■ **Task statement**
Below are entries. Copy exactly the lines running from the line that holds "579V589L867 618 843" to the line that holds "233 448 161", with both ends included.

[Saved entries]
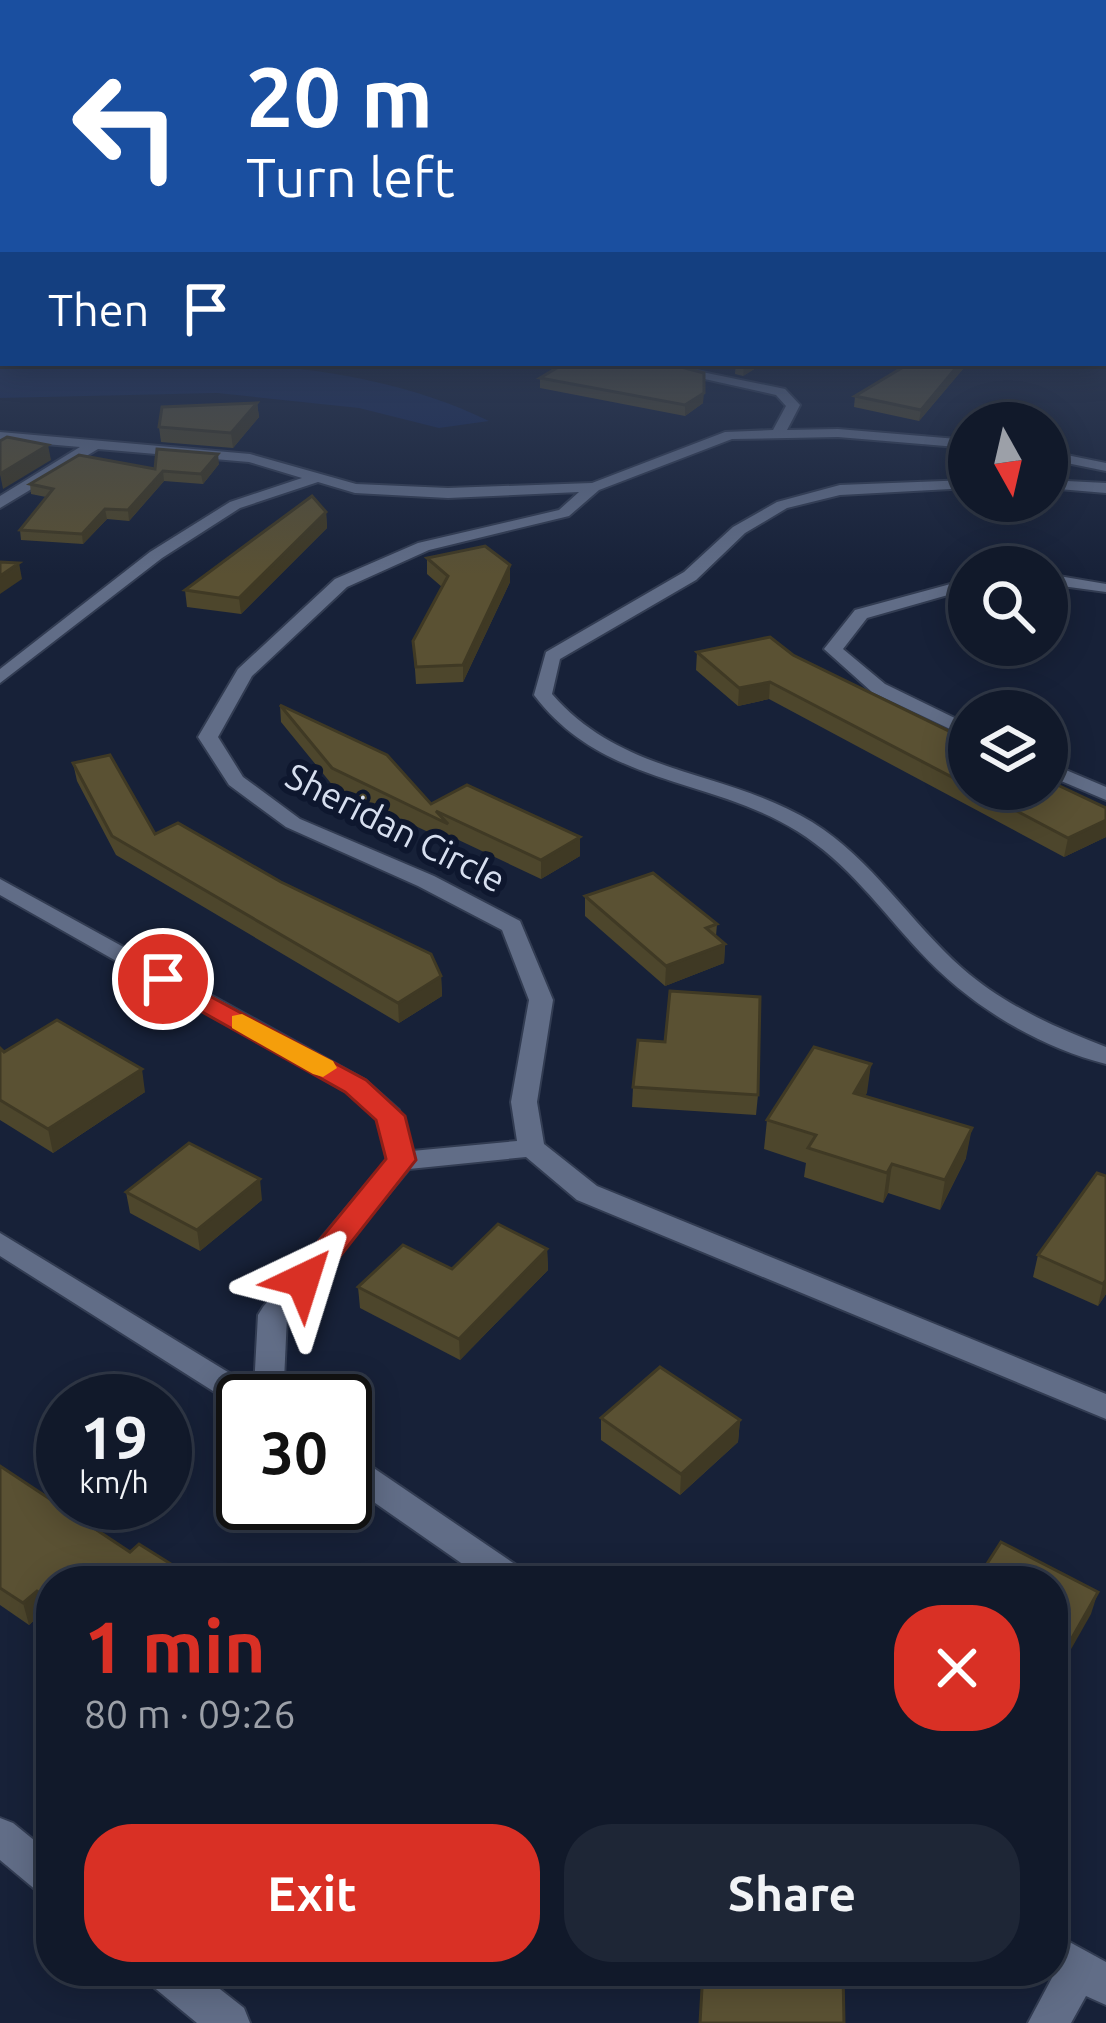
<!DOCTYPE html>
<meta charset="utf-8">
<style>
body{margin:0;font-family:Ubuntu,sans-serif;background:#1e2636;color:#f1f3f6;height:100vh;display:flex;flex-direction:column;font-size:45px;white-space:nowrap}
*{box-sizing:border-box;margin:0}
p{font-size:39px;color:#9ca0a8}
.icon{flex:none;width:66px;height:66px;fill:none;stroke:currentColor;stroke-width:2;stroke-linecap:round;stroke-linejoin:round}
.map{position:relative;flex:1;overflow:hidden}
.sheet{position:absolute;left:36px;top:1566px;width:1032px;height:420px;display:flex;flex-direction:column;background:#11192a;border-radius:48px;box-shadow:0 6px 30px #0003,0 0 0 3px #303847}
.sheet>*{flex:none}
.guide{position:absolute;left:0px;top:0px;width:1107px;height:366px;box-shadow:0 6px 30px #0003,0 0 0 3px #303847;background:#1a4fa0;color:#fff;overflow:hidden}
.needle{width:78px;rotate:172deg}
.controls{position:absolute;left:948px;top:402px;display:grid;gap:24px}
.controls a{display:grid;place-items:center;width:120px;height:120px;border-radius:50%;background:#11192a;box-shadow:0 6px 30px #0003,0 0 0 3px #303847;font-size:60px}
.speed{position:absolute;left:36px;top:1374px;display:flex;gap:24px;font-size:60px;font-weight:700;text-align:center}
.speed>*{display:grid;place-content:center;width:156px;height:156px;border-radius:50%;background:#11192a;box-shadow:0 6px 30px #0003,0 0 0 3px #303847;line-height:1}
.speed small{font-size:30px;font-weight:400}
.speed .limit{border:6px solid #111;border-radius:18px;background:#fff;color:#111}
.pin{position:absolute;display:grid;place-items:center;width:102px;height:102px;color:#fff;margin:-51px;border:6px solid #fff;border-radius:50%;box-shadow:0 3px 12px #0007}
.me{position:absolute;width:132px;margin:-66px;rotate:41deg;stroke-linejoin:round;filter:drop-shadow(0 0 9px #0008)}
.turn{display:flex;align-items:center;gap:42px;height:252px;padding:0 48px;font-size:54px}
.turn .icon{width:156px;height:156px;stroke-width:2.5}
.turn b{display:block;font-size:84px;line-height:102px}
.then{display:flex;align-items:center;height:114px;padding:0 48px;background:#0003;gap:24px;font-size:45px}
.round{display:grid;place-items:center;flex:none;width:126px;height:126px;border-radius:48px;background:#1e2636}
.overview{display:flex;align-items:center;justify-content:space-between;height:204px;padding:0 48px}
h1{font-size:72px;font-weight:700;line-height:90px;color:#d93025}
.button{display:flex;gap:24px;margin-top:auto;padding:24px 48px}
.button a{flex:1;height:138px;border-radius:48px;background:#d93025;color:#fff;font-size:48px;font-weight:700;line-height:138px;text-align:center}
.button a+a{background:#1e2636;color:#f1f3f6}
.map>svg:first-child{display:block}
.green{fill:#182954}
.lines{fill:none;stroke-linecap:round;stroke-linejoin:round}
.minor-casing{stroke:#323c52;stroke-width:4}
.minor{fill:#616d87;fill-rule:evenodd}
.wall{fill:#4d462c}
.shaded-wall{fill:#3f3924}
.building{fill:#5a5133;stroke:#3f3924;stroke-width:3}
.route{fill:#d93025;stroke:#8d1f18;stroke-width:3}
.slow{fill:#f59e0b}
.labels{text-anchor:middle;dominant-baseline:central;stroke-width:12;stroke-linejoin:round;paint-order:stroke}
.street-label{font-size:36px;fill:#d7dfef;stroke:#0e172e}
</style>
<div class="map">
<svg width="1106" height="2023" viewBox="0 0 1106 2023">
<rect width="100%" height="100%" fill="#172138"/>
<path class="green" d="M0 291 3 363C167 363 337 348 489 421L439 428 359 408 217 393 0 398Z"/>
<g class="lines">
<g class="minor-casing">
<g id="minor">
<path d="M633 363H658L785 389 800 405 787 430 838 429 969 440V448L838 437 732 439 599 490 569 516 429 550 347 587 252 676 218 737 243 777 300 819 434 876 520 921 553 1000 537 1102 544 1144 597 1186 1106 1394V1419L577 1200 526 1157 409 1169 287 1317 283 1401H243V1410L0 1256V1233L254 1388 258 1315 263 1307 387 1160 378 1119 347 1092 0 895V879L365 1080 399 1110 412 1151 517 1141 511 1102 529 1000 502 930 418 886 286 827 229 785 198 737 238 669 335 579 418 543 559 510 579 492 448 498 355 493 318 482 240 508 162 558 0 683V669L150 552 230 502 302 478 249 462 98 449 0 508V496L80 447 0 440V432L250 454 356 484 448 488 592 483 725 432 773 430 786 406 776 395Z"/>
<path d="M1047 451 1106 463V471L1047 459Z"/>
<path d="M969 480V488L840 495 787 508 745 533 696 580 560 659 552 694C624 777 725 769 812 822 872 859 910 922 962 968 1004 1005 1054 1027 1106 1047V1064C1036 1046 969 1005 920 952 881 910 847 862 797 831 708 776 603 786 534 695L546 652 684 572 733 527 777 502 840 485Z"/>
<path d="M1047 480 1106 483V493L1047 488Z"/>
<path d="M1047 574 1106 584V592L1047 584Z"/>
<path d="M969 579V589L867 618 843 649 885 684 969 725V738L872 692 824 649 855 610Z"/>
<path d="M1047 762 1106 787V800L1047 775Z"/>
<path d="M345 1452 356 1456 525 1571 530 1581H487L345 1482Z"/>
<path d="M0 1818 13 1823 51 1854V1897L37 1891 0 1860Z"/>
<path d="M1053 1933 1106 1962V2005L1086 1996 1071 2023H1028L1053 1976 1045 1971H1053Z"/>
<path d="M145 1971H197L244 2008 250 2023H197L151 1985Z"/>
</g>
</g>
<use href="#minor" class="minor"/>
</g>
<g class="wall">
<path d="M536 363H666L703 403 685 416 540 388V378L559 367Z"/>
<path d="M680 363H704L703 368Z"/>
<path d="M736 363H764L743 376 735 374Z"/>
<path d="M968 363 919 421 854 407 855 396Z"/>
<path d="M257 403 259 417 233 448 161 442 159 427Z"/>
<path d="M219 464 203 484 164 481 129 521 107 519 83 544 21 540 20 530 46 497 31 494 30 484 155 469Z"/>
<path d="M326 512 327 528 241 614 187 607 185 590Z"/>
<path d="M427 558 510 565V582L463 682 416 684 413 641 442 587 427 574Z"/>
<path d="M697 652 793 655 969 741V789H1047L1106 808V837L1064 857 769 699 738 706 696 670Z"/>
<path d="M280 705 431 804 580 856 541 879 448 835 449 842 334 787 281 722Z"/>
<path d="M73 763 155 834 281 882 441 976 442 996 399 1023 116 855 77 781Z"/>
<path d="M585 896 717 924 716 936 725 944 724 963 665 986 585 916Z"/>
<path d="M0 1048 4 1052 145 1092 53 1153 0 1120Z"/>
<path d="M871 1064 865 1096 966 1158 940 1210 888 1193 883 1203 804 1177 806 1163 764 1149 767 1120Z"/>
<path d="M633 1087 758 1095 756 1115 632 1107Z"/>
<path d="M1106 1176V1294L1098 1306 1033 1277 1038 1255Z"/>
<path d="M126 1192 262 1200 200 1251 130 1213Z"/>
<path d="M547 1249 548 1270 460 1360 360 1308 358 1287Z"/>
<path d="M601 1418 740 1420 738 1442 680 1495 601 1440Z"/>
<path d="M0 1466 130 1552 198 1581H51V1618L43 1612 29 1625 0 1605Z"/>
<path d="M574 1971H604L595 1985Z"/>
</g>
<g class="shaded-wall">
<path d="M748 363H764L743 376 744 366Z"/>
<path d="M960 363H968L919 421 921 410Z"/>
<path d="M704 393 703 403 685 416V405Z"/>
<path d="M257 403 259 417 233 448 231 433Z"/>
<path d="M48 445 51 460 3 489 0 474Z"/>
<path d="M218 454 219 464 203 484 201 474Z"/>
<path d="M163 471 164 481 129 521 128 510Z"/>
<path d="M105 509 107 519 83 544 82 534Z"/>
<path d="M326 512 327 528 241 614 239 598Z"/>
<path d="M19 563 22 579 0 594V576Z"/>
<path d="M510 565V582L463 682V665Z"/>
<path d="M770 682 769 699 738 706 739 688Z"/>
<path d="M1106 820V837L1064 857 1068 838Z"/>
<path d="M580 837V856L541 879V860Z"/>
<path d="M725 944 724 963 665 986 666 966Z"/>
<path d="M441 976 442 996 399 1023 398 1003Z"/>
<path d="M871 1064 867 1093 850 1122 854 1093Z"/>
<path d="M142 1069 145 1092 53 1153 48 1129Z"/>
<path d="M972 1128 966 1158 940 1210 945 1180Z"/>
<path d="M892 1164 888 1193 883 1203 887 1173Z"/>
<path d="M260 1179 262 1200 200 1251 197 1230Z"/>
<path d="M547 1249 548 1270 460 1360 459 1339Z"/>
<path d="M1106 1280V1294L1098 1306 1103 1284Z"/>
<path d="M740 1420 738 1442 680 1495 681 1474Z"/>
<path d="M37 1591 43 1612 29 1625 23 1603Z"/>
<path d="M1098 1592 1091 1614 1053 1681 1056 1666Z"/>
<path d="M595 1971H604L595 1985Z"/>
</g>
<g class="building">
<path d="M565 363H666L704 373V393L685 405 540 378Z"/>
<path d="M910 363H960L921 410 855 396Z"/>
<path d="M257 403 231 433 159 427 162 407Z"/>
<path d="M7 437 48 445 0 474V441Z"/>
<path d="M157 449 218 454 201 474 163 471 128 510 105 509 82 534 20 530 53 489 30 484 79 455 155 469Z"/>
<path d="M312 496 326 512 239 598 185 590Z"/>
<path d="M485 546 510 565 463 665 416 667 413 641 448 576 427 558Z"/>
<path d="M0 562 19 563 0 576Z"/>
<path d="M770 637 793 655 969 741V786L770 682 739 688 697 652Z"/>
<path d="M280 705 387 755 431 804 467 785 580 837 541 860 436 811 448 824 332 768Z"/>
<path d="M110 755 155 834 178 823 281 882 431 954 441 976 398 1003 112 836 73 763Z"/>
<path d="M1047 780 1106 808V820L1068 838 975 789H1047Z"/>
<path d="M653 873 717 924 706 928 725 944 666 966 585 896Z"/>
<path d="M670 991 760 997 758 1095 633 1087 638 1040 665 1042Z"/>
<path d="M57 1020 142 1069 48 1129 0 1100V1048L4 1052Z"/>
<path d="M814 1047 871 1064 854 1093 972 1128 945 1180 892 1164 887 1173 808 1148 816 1135 767 1120Z"/>
<path d="M189 1143 260 1179 197 1230 126 1192Z"/>
<path d="M1097 1173 1106 1176V1280L1103 1284 1038 1255Z"/>
<path d="M498 1224 547 1249 459 1339 358 1287 403 1245 452 1269Z"/>
<path d="M660 1367 740 1420 681 1474 601 1418Z"/>
<path d="M0 1466 130 1552 139 1544 198 1581H51V1600L37 1591 23 1603 0 1588Z"/>
<path d="M1001 1542 1098 1592 1056 1666 1053 1664V1581H976Z"/>
<path d="M703 1971H843L844 2023H700Z"/>
</g>
<linearGradient id="sky" x2="0" y2="1"><stop stop-color="#0d121f"/><stop offset="0.51" stop-color="#36435e"/><stop offset="1" stop-color="#36435e" stop-opacity="0"/></linearGradient>
<rect width="1106" height="575" fill="url(#sky)"/>
<path class="route" d="M163 971 366 1080 405 1116 416 1160 315 1288H292L287 1280 386 1159 376 1120 345 1092 154 985V973Z"/>
<path class="slow" d="M242 1014 333 1061 337 1068 323 1077 313 1074 232 1028V1016Z"/>
<g class="labels">
<g class="street-label">
<text transform="translate(396 827) rotate(27)">Sheridan Circle</text>
</g>
</g>
</svg>
<div class="controls">
<a><svg class="needle" viewBox="-14 -14 28 28"><path d="M0-13l5 13h-10z" fill="#e53935"/><path d="M0 13l5-13h-10z" fill="#9ca0a8"/></svg></a>
<a><svg class="icon" aria-label="search" viewBox="0 0 24 24"><circle cx="10" cy="10" r="6"/><path d="M15 15l6 6"/></svg></a>
<a><svg class="icon" aria-label="layers" viewBox="0 0 24 24"><path d="M12 4l9 5-9 5-9-5zM3 14l9 5 9-5"/></svg></a>
</div>
<div class="speed"><div>19<small>km/h</small></div><div class="limit">30</div></div>
<div class="pin" style="left:163px;top:979px;background:#d93025"><svg class="icon" aria-label="arrive" viewBox="0 0 24 24"><path d="M6 21V4h12l-3 4 3 4H6"/></svg></div>
<svg class="me" style="left:303px;top:1280px" viewBox="-20 -20 40 40"><path d="M0-17L14 15 0 8-14 15z" fill="#d93025" stroke="#fff" stroke-width="4"/></svg>
<div class="guide">
<div class="turn"><svg class="icon" aria-label="left" viewBox="0 0 24 24"><path d="M17 20v-9H6M10 6l-5 5 5 5"/></svg><div><b>20 m</b>Turn left</div></div>
<div class="then">Then<svg class="icon" aria-label="arrive" viewBox="0 0 24 24"><path d="M6 21V4h12l-3 4 3 4H6"/></svg></div>
</div>
<section class="sheet">
<div class="overview"><div><h1>1 min</h1><p>80 m · 09:26</p></div><a class="round" style="background:#d93025;color:#fff"><svg class="icon" aria-label="close" viewBox="0 0 24 24"><path d="M6 6l12 12M18 6L6 18"/></svg></a></div>
<div class="button"><a>Exit</a><a>Share</a></div>
</section>
</div>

■ **Your solution**
<path d="M969 579V589L867 618 843 649 885 684 969 725V738L872 692 824 649 855 610Z"/>
<path d="M1047 762 1106 787V800L1047 775Z"/>
<path d="M345 1452 356 1456 525 1571 530 1581H487L345 1482Z"/>
<path d="M0 1818 13 1823 51 1854V1897L37 1891 0 1860Z"/>
<path d="M1053 1933 1106 1962V2005L1086 1996 1071 2023H1028L1053 1976 1045 1971H1053Z"/>
<path d="M145 1971H197L244 2008 250 2023H197L151 1985Z"/>
</g>
</g>
<use href="#minor" class="minor"/>
</g>
<g class="wall">
<path d="M536 363H666L703 403 685 416 540 388V378L559 367Z"/>
<path d="M680 363H704L703 368Z"/>
<path d="M736 363H764L743 376 735 374Z"/>
<path d="M968 363 919 421 854 407 855 396Z"/>
<path d="M257 403 259 417 233 448 161 442 159 427Z"/>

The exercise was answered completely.